The state Department of Environmental Protection is under probe over its efforts to restore the state’s lobster industry while ignoring industry experts on the effects of pesticides lobstermen say continue to kill the animals. According to commercial fishermen pesticides used to combat mosquitoes caused the lobster die-off in 1999 that all but wiped-out the state’s $40 million lobster industry. But the DEP has not enough scientific data pointing specifically to the pesticides malathion or Altosid as the root cause of the die-off.

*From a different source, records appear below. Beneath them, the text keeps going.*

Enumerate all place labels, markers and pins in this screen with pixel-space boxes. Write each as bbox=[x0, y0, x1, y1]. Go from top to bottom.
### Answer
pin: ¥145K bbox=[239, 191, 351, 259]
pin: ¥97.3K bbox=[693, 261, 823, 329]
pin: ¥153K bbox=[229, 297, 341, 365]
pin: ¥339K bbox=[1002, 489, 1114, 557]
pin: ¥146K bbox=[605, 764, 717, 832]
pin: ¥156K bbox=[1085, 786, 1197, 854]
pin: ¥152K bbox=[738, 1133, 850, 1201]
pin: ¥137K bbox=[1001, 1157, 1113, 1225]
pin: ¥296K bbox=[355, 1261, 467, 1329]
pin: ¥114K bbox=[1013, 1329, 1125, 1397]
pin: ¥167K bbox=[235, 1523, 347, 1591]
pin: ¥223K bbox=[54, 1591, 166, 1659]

Senate Assistant Majority Leader Bob Duff, D-Norwalk told that its right time to think over the issue. He added that if there were massive die-off on a farm in northern Connecticut, then the DEP would still be conducting tests and would ban everything to find out why. Fishermen and environmentalists agree with Roy. They say the restoration program little more than a waste of money if the DEP doesn’t ban malathion or Altosid.

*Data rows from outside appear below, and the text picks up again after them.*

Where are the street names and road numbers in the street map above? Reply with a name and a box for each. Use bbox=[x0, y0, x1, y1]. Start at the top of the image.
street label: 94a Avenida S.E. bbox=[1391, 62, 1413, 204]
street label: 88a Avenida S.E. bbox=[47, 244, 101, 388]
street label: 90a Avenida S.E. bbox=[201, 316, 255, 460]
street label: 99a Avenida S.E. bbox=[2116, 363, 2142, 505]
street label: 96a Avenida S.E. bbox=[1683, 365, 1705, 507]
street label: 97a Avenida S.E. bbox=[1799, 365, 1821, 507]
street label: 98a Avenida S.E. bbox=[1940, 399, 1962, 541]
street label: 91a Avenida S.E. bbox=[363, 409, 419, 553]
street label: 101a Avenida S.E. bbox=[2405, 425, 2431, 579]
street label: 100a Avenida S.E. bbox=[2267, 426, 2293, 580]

Penny Howell, an environmental scientist with the fisheries division of the DEP, explained that there is simply no evidence pesticide could have covered the entire Sound to have the kind of effect that caused the die-off. It is found that the DEP itself appears divided over whether to enact even a limited ban on malathion and Altosid.
Dennis Schain, a spokesman for McCarthy, took a much firmer tack, said that they have banned other pesticides without hard scientific data, and I see no reason why this should be different. U.S. Senator Joseph I. Lieberman said he believes it’s time for Connecticut to adopt a shorter list.